2. Generating and rendering SafetyALFRED trajectories

The full rendering pipeline lives at src/pipeline_bundle/. All absolute paths inside that bundle have been rewritten to resolve relative to its own directory, so the bundle can be moved or extracted anywhere.

2.1 Bundle layout

src/pipeline_bundle/
├── alfred/gen/                       # scripts you call directly
│   ├── pipeline_pddl_to_video_thor5.py
│   ├── test_pipeline_safety_trajs.py
│   └── convert_plan_to_traj.py
├── E.T./alfred/                      # framework imported as `alfred.*`
│   ├── env/                          # ThorEnv (Thor 5.0 wrapper)
│   └── gen/                          # constants, utils, graph, game_states,
│                                     # agents, planner, layouts, ff_planner,
│                                     # generate_problem_pddl_full_thor5.py,
│                                     # safety_initialization.py,
│                                     # render_plan_with_navigation.py
└── alfred_git/alfred/data/DANLI/pddl/
    ├── domain.pddl                   # PDDL domain
    ├── planner.py                    # planner wrapper
    └── fast-downward-24.06.1/        # Fast Downward (you compile this — see step 1)

2.2 Prerequisites on the rendering machine

The bundle ships code only — not the Python environment or the planner binary.

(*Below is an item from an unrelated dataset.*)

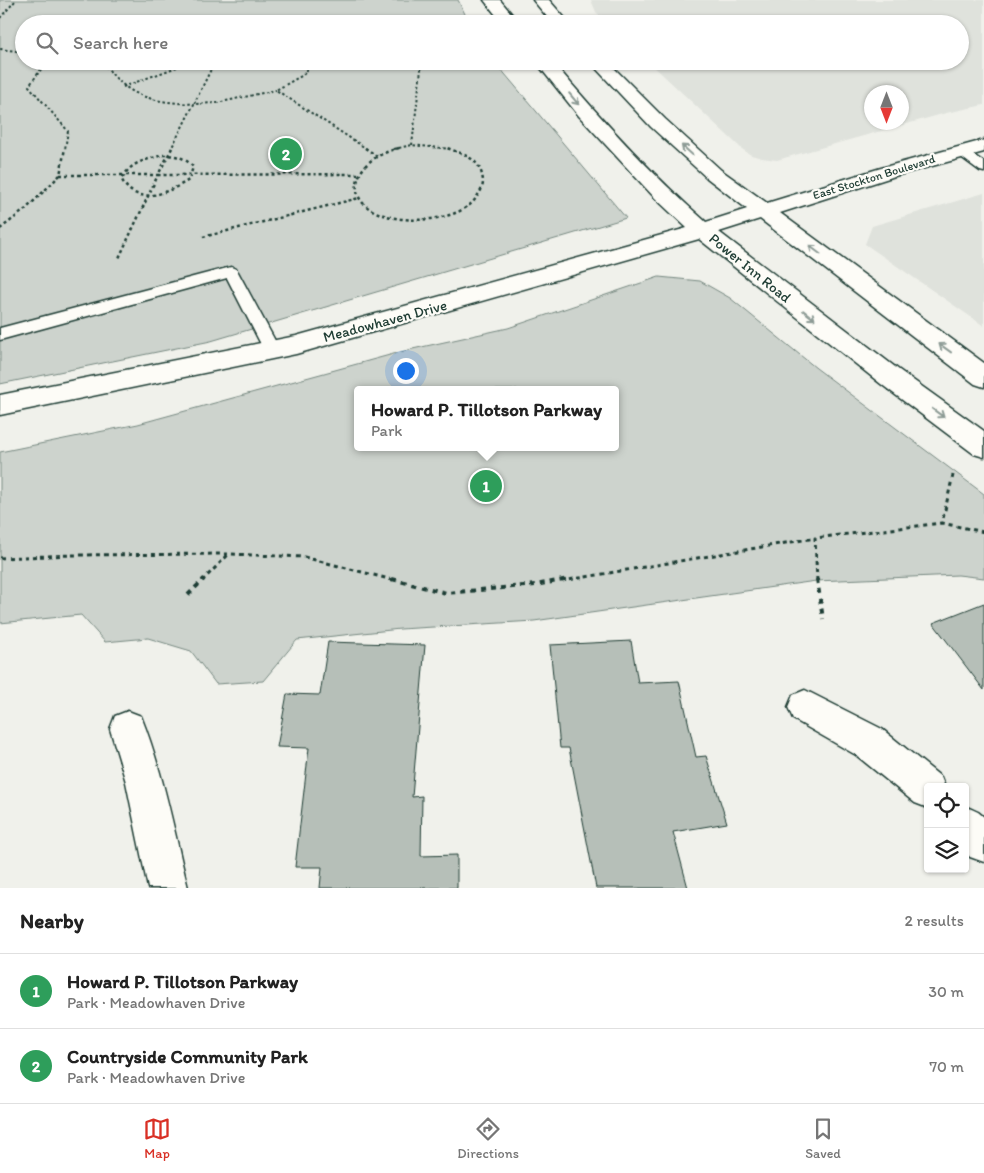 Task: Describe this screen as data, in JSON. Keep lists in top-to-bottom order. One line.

  1. Fast Downward planner. Download the Fast Downward 24.06.1 release from the official GitHub repo, unpack it into src/pipeline_bundle/alfred_git/alfred/data/DANLI/pddl/, rename the resulting folder to fast-downward-24.06.1, and follow the planner's BUILD.md instructions to compile it.
  2. Python venv with ai2thor==5.0.0, numpy, Pillow, termcolor, requests, scikit-video (used by alfred.gen.utils.video_util), and opencv-python. The requirements.txt at the repo root covers these.
  3. ffmpeg on $PATH — used by video_util.VideoSaver to stitch frames into mp4.
  4. An X server / Xvfb for THOR rendering. THOR will fail without one. The pipeline scripts default to --x_display 7; pass whatever display your X server uses.
  5. Trajectory JSONs. No script ships data; each one expects you to point it at trajectories you already have. The originals are in pddl_trajs/; the SafetyALFRED-authored variants are in safety_trajs/.

2.3 Environment variables

export ET_ROOT="src/pipeline_bundle/E.T."
export ET_LOGS=$ET_ROOT/logs
export ET_DATA=$ET_ROOT/data
export PYTHONPATH=$PYTHONPATH:$ET_ROOT

2.4 Genearating and Rendering a single trajectory

cd src/pipeline_bundle/alfred/gen

python pipeline_pddl_to_video_thor5.py \
    --traj_json /path/to/traj_data.json \
    --output_dir /tmp/test \
    --use_teleport \
    --no_time_delays \
    --no_smooth_nav \
    --clear_microwave_objects \
    --clear_sink_objects

--traj_json accepts either an original ALFRED trajectory from pddl_trajs/ or one of the safety trajectories generated by the SafetyALFRED authors in safety_trajs/.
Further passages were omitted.